Is love possible between a hard-up young girl and a rich young man? Of course not! Wealth has nothing to do with individuals.

It’s a caste system full of piranhas.

At the beginning, Entends la nuit is alarming because of the crushing and completely controlling nature of its world of work. Have you ever experienced this or is it a total personalisation?

I think this is the world of work, no more, no less. Seen on the right side of the fence, actually: these young people have contracts, their own offices, heating, a canteen, paid holidays – all sorts of perks you can’t get so easily now.

The Vane character is a lemur and not a vampire. Can you tell us a little more about these creatures and how you got the idea of using them in your novel?

I’ve read a lot of work by story tellers like Seignolle, Lecouteux or Van Gennep. Behind all the goblins, elves, trolls, witches and other vampires, it’s always the same people that come up: ancestors. The dead. Not those that return: those who have never left. Dis manibus sacrum locus - dedicated to the memory of the spirits of the gods in this place. I wanted to describe the common denominator of all our fears.
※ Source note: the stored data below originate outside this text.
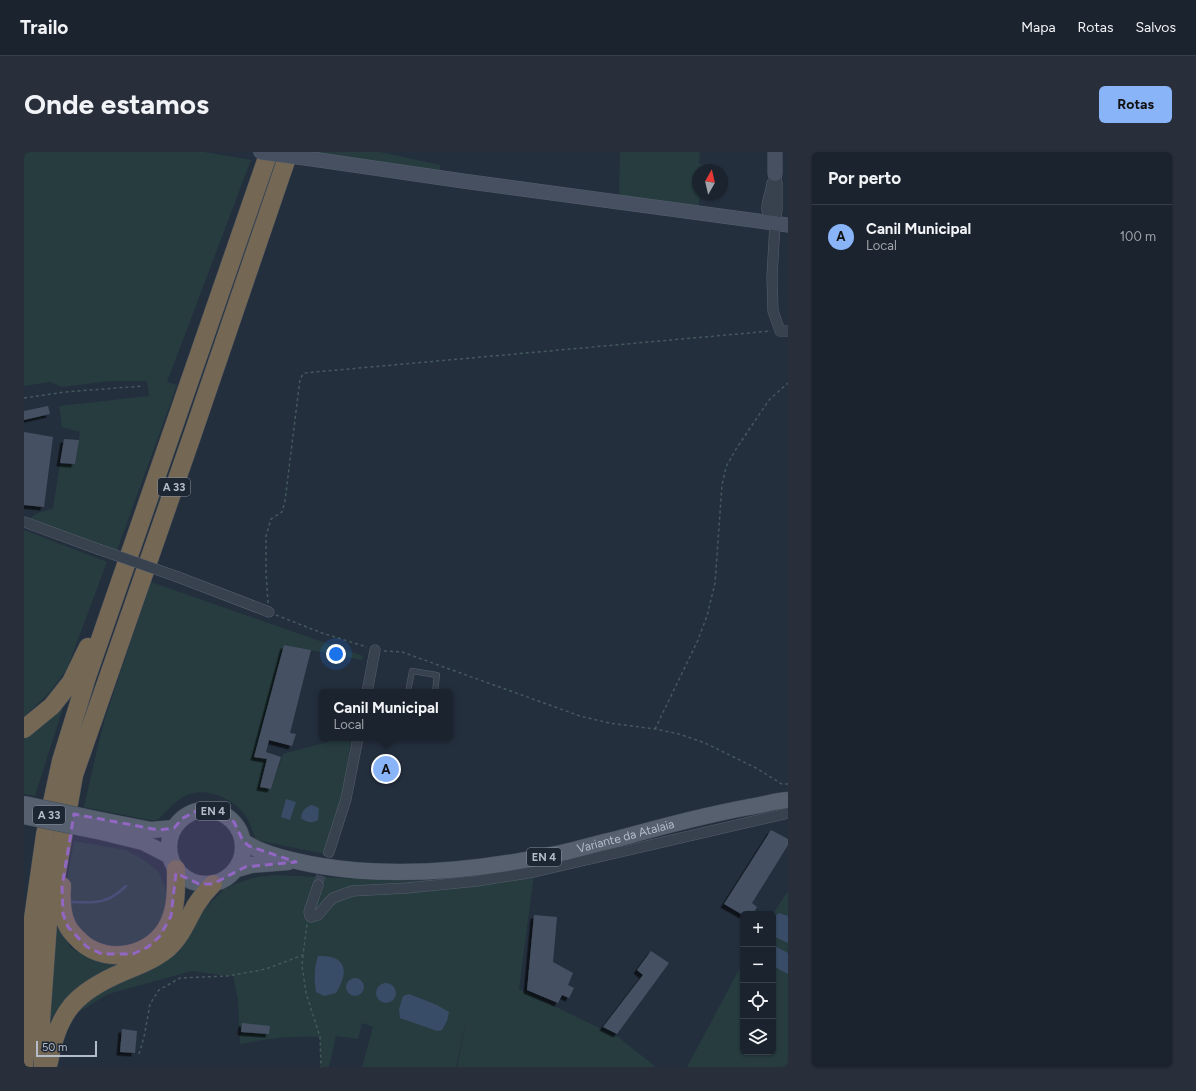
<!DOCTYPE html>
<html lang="pt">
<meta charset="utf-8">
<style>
body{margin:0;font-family:Figtree,sans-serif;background:#282f3a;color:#f1f3f6}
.controls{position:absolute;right:12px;bottom:12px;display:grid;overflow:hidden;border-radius:6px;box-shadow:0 1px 3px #0004}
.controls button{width:36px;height:36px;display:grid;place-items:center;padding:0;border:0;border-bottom:1px solid #39404a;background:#1b232e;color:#f1f3f6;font:20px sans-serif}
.compass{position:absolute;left:668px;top:12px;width:36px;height:36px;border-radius:50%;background:#1b232e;box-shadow:0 1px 3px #0004;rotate:8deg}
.scale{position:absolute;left:12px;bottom:10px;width:61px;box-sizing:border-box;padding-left:4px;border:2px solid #b4bcc9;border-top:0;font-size:11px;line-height:14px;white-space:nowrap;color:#b4bcc9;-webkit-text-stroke:3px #1d2633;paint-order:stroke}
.you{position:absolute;left:312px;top:502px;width:14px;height:14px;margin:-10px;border:3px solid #fff;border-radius:50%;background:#1a73e8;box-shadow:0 0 0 6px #1a73e833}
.badge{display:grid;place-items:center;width:26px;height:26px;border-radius:50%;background:#8ab4f8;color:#111;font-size:13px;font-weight:700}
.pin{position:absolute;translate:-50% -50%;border:2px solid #fff;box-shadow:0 1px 4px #0006}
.popup{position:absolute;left:295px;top:537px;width:134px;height:52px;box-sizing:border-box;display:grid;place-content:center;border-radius:6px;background:#1b232e;filter:drop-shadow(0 1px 3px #0005);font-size:13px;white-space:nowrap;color:#a0a4aa}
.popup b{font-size:15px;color:#f1f3f6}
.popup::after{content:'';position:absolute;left:50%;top:100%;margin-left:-8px;border:8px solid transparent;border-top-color:#1b232e}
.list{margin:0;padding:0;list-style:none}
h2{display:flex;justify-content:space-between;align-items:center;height:52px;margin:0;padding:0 16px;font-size:17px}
h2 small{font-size:13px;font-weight:400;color:#a0a4aa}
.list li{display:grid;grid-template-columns:26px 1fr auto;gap:12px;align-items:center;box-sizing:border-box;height:64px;padding:0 16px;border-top:1px solid #39404a}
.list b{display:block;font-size:15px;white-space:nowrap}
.list p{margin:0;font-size:13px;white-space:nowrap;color:#a0a4aa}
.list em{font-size:13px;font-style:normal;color:#a0a4aa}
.icon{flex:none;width:22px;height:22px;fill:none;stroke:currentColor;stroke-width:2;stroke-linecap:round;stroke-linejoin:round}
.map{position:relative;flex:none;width:764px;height:915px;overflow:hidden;border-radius:6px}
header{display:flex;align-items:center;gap:24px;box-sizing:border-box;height:56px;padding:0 20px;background:#1b232e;border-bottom:1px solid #39404a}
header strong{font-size:19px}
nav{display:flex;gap:22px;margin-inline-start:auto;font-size:14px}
.intro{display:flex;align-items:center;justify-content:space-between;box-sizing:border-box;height:96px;padding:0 24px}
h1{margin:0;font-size:28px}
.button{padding:10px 18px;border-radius:6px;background:#8ab4f8;color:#111;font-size:14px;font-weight:700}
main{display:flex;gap:24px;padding:0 24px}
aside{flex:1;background:#1b232e;border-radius:6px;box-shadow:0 1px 3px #0004}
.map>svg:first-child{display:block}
</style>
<header>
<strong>Trailo</strong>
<nav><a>Mapa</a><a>Rotas</a><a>Salvos</a></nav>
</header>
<div class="intro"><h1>Onde estamos</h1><a class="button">Rotas</a></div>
<main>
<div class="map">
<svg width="764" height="915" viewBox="0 0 764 915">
<defs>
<filter id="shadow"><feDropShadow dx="-3.5" dy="3.5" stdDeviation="0" flood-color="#0009"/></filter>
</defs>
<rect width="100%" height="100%" fill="#242f3e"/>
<path fill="#263c3f" d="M0 0H180L227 8 143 230 153 233 92 401 4 367 16 360 29 357 36 311 51 312 56 280 38 275 35 254 125 244 123 229H85L38 235 26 230 0 234Z
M272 0H356L416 13V20Z
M596 0H676L675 12 681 13 680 18H674V42H676L674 57 595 46Z
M0 378 83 410 43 517 25 541 0 565Z
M127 430 339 504 338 508 260 493 230 604 243 607 236 634 247 637 259 602 318 586H327L319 640 300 702 232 688C228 678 225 666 217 658 205 645 180 635 163 643 151 648 143 660 133 668H125L60 655 75 589 82 563Z
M44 540 11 644 0 642V587L6 583Z
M50 689 102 698 120 708 134 719 141 734 143 748 139 767 120 793 76 797 55 784 40 744Z
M510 722 495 837 594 885 632 915H433L443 865 432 915H338L349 875 338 871 334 887 312 884 305 915H297L296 885C267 884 245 886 216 892L214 848 209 823 204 824 168 819 84 842 55 860 57 849 179 759 200 737 213 731 233 725 251 723 381 729Z
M764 739V915H663L719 810V900H749V762Z
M30 771 47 796 74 810 102 814 58 834 34 856 24 873Z"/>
<path fill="#394c67" d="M262 647 272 650 266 668 257 665Z
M287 653 293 655 295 657 294 668C288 672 282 670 277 666 278 659 281 656 287 653Z
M755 761 764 764V791L749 784C749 776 747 766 755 761Z
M749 793 764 801V822L749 814Z
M294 804C299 804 305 804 310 806 326 812 319 830 312 841L300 844 292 840C290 828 290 816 294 804Z
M322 835a9 9 0 1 1 18 0a9 9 0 1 1-18 0Z
M352 841a10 10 0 1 1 20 0a10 10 0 1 1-20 0Z
M385 842 413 853 425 860 423 869 418 878 413 879 376 866 375 857 379 844Z"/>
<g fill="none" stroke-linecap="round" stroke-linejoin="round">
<path stroke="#394c67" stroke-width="2.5" d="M47 750C71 751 84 752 102 734"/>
</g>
<path fill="#455162" filter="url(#shadow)" d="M24 254 26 262 0 268V259Z
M0 280 29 285 20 355 0 353Z
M40 287 55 288 51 312 36 311Z
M260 493 287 498 266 581 272 582 268 594 245 588 242 600 257 605 247 637 236 635 243 607 230 605Z
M356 610 370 612 368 623 354 621Z
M747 678 764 687V693L728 751 733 755 729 762H719V763L700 752Z
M510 763 533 765 529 810 549 821 544 833 550 836 545 846 538 843 534 851 503 838Z
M627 799 645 811 593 882 579 875 619 823 613 818Z
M218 871 246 874 245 882 217 880Z
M98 877 113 879 111 901 96 900Z"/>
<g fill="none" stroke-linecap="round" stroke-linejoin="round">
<path stroke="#3a4453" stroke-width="10" stroke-dasharray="10 5" stroke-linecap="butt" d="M294 733 305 700"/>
<g stroke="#565f6c" stroke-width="6">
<path id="lane" d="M384 540 388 519 413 523 411 540"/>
</g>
<g stroke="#565f6c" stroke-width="11">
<path id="street" d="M751 22 753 31V58L751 71 748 125 749 159 756 179H764
M748 31C746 48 736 58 751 71
M0 370 74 397
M154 425 245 460
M343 540 351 498
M305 700 322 647 334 586
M294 733 285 760 286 764 287 765 294 763 304 751 309 746 328 739 383 736 453 729 510 720 764 661"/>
</g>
<g stroke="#565f6c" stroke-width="15">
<path id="secondary" d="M295 8 439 29 764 73
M751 22V0"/>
</g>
<g stroke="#414a57" stroke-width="17">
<g id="primary">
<circle cx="182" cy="695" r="37"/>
<path d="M81 669 127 678 150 676"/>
<path d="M78 680 119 690 146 704"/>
<path id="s1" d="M219 689C238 703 274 710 297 714 376 727 459 718 537 701 556 697 574 691 593 687 636 675 681 663 725 655 738 653 751 649 764 648"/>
<path d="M213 717 227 713 264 710"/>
</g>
</g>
<g stroke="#434c59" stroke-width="19">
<path id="highway" d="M0 577 28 554 47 530 64 495
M38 734C37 748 37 761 43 773 46 780 52 785 57 790 84 814 130 804 145 771 153 754 152 735 152 717
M25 910C34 859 52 840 99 820 114 814 129 808 142 798 157 786 163 768 172 753 177 745 183 738 189 732
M0 914 3 837 7 781 21 683 37 609 63 525 245 0
M19 915 17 869 24 771 50 623 168 284 265 0"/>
</g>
<path stroke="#44595c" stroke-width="1.5" stroke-dasharray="3 3" stroke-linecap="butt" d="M0 246 41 240 119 234
M244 451 242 420V384L247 367 258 360 261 349 276 227 280 221 747 179
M252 463 298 481 343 495
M360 499 378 500 556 564 585 571 631 577 655 582 681 591 732 616 758 632H764
M631 577 674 488 683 464 691 431 698 333 702 315 712 297 745 248 764 231
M279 803 278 814 282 841 296 885 297 915
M115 902 120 885 126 852 135 838 156 826 204 824 242 817 279 803 283 772"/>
<use href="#lane" stroke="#38414e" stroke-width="5"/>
<use href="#street" stroke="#38414e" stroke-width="10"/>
<use href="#secondary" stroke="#465061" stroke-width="14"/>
<use href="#primary" stroke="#56606e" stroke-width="16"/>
<use href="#highway" stroke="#746855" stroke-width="18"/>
<g stroke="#565f6c" stroke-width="11" stroke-linecap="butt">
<path id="street-bridge" d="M74 397 154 425"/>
</g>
<g stroke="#565f6c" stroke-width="15" stroke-linecap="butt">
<path id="secondary-bridge" d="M236 0 295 8"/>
</g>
<g stroke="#414a57" stroke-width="17" stroke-linecap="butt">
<path id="primary-bridge" d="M0 652 81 669
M0 664 78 680"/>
</g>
<use href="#street-bridge" stroke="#38414e" stroke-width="10"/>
<use href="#secondary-bridge" stroke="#465061" stroke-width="14"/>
<use href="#primary-bridge" stroke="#56606e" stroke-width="16"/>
</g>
<path fill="#9266c3" fill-opacity="0.2" stroke="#9266c3" stroke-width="3" stroke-dasharray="8 5" stroke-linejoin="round" d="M172 659H193L210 670 219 689 225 694 272 710 221 715 189 732H175L152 721 147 764 136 784 124 795 109 802H78L63 795 44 775 39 762 38 735 50 662 135 678 150 676 159 666Z"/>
<g text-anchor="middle" stroke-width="3.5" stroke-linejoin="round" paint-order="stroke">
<g fill="#1d2633" stroke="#878f9c" stroke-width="1">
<rect x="134" y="326" width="32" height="18" rx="3"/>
<rect x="172" y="650" width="34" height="18" rx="3"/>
<rect x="9" y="654" width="32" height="18" rx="3"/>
<rect x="503" y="696" width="34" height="18" rx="3"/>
</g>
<g font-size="11" font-weight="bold" fill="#b4bcc9">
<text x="150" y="339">A 33</text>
<text x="189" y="663">EN 4</text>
<text x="25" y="667">A 33</text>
<text x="520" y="709">EN 4</text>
</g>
<g font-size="12" fill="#b4bcc9" stroke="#1d2633">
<text dy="4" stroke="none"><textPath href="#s1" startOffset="391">Variante da Atalaia</textPath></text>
</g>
</g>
</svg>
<div class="controls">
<button>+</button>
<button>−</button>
<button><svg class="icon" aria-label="locate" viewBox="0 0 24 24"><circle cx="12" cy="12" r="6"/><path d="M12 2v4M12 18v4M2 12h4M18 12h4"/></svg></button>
<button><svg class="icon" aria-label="layers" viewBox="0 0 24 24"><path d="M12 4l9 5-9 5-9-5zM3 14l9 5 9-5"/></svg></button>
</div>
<svg class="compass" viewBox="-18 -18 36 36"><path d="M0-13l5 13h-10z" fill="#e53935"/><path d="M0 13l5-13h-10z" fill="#a0a4aa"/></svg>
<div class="scale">50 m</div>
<div class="you"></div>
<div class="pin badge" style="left:362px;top:617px">A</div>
<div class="popup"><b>Canil Municipal</b>Local</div>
</div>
<aside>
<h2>Por perto<small></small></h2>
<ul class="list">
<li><span class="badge">A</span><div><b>Canil Municipal</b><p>Local</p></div><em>100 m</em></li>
</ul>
</aside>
</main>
On her side, Myriam is a young woman with a particularly caustic sense of humour… which doesn’t prevent her from drooling with love for Vane. Is something dangerous inevitably more attractive? At what point does the death impulse become more important than the passion?

If someone loves anybody in this novel, it has to be Vane. Myriam is moved by curiosity, mainly, and by greed too – she drools but not exactly for love. I don’t think she has even a moment to love Vane. As to knowing if the life of a hard-up employee is more tedious than dealing with a pile of dosh, I wouldn’t like to say. What’s appealing about danger is the fact that it drives out boredom, and boredom can be deadly.

Let’s say that Myriam has no room for manoeuvre.

Another major character in your novel is Paris. The City of Light is not just a backdrop for Entends la nuit, is it? Is it also a monster in its own way?

Good call. It’s the character I like the most in this novel.

I love this city, with its roofs, its catacombs and its haunted corners. At the Palais Royal, I love following the eyes of the ghosts of the red-hatted women revolutionaries, the silhouette of Proust in the Tuileries Gardens – also the monks digging in the Luxembourg Gardens, at the time it was still called Vauvert. There’s little Musset reading under a tree, Hugo getting his milk from a farm in Mont Parnasse, Chateaubriant hiding his lovers in a country house at Port Royal, Hemingway watching the herds of goats gambolling on the Boulevard Saint Michel – I never get tired of it…

Will there be a sequel to Entends la nuit in the next nine years?

That’s what’s good about dead people: you can be with them for years!

Do you have any projects on at the moment?

Loads!

Actually there’s a biography of a female pioneer in IT, a book on the Bataclan, a collection of short stories. Well, I’ll never get bored!

And to conclude, if you could choose a handsome dark stranger in literature to run in the catacombs with, who would it be?

A guy with a map and a good head lamp!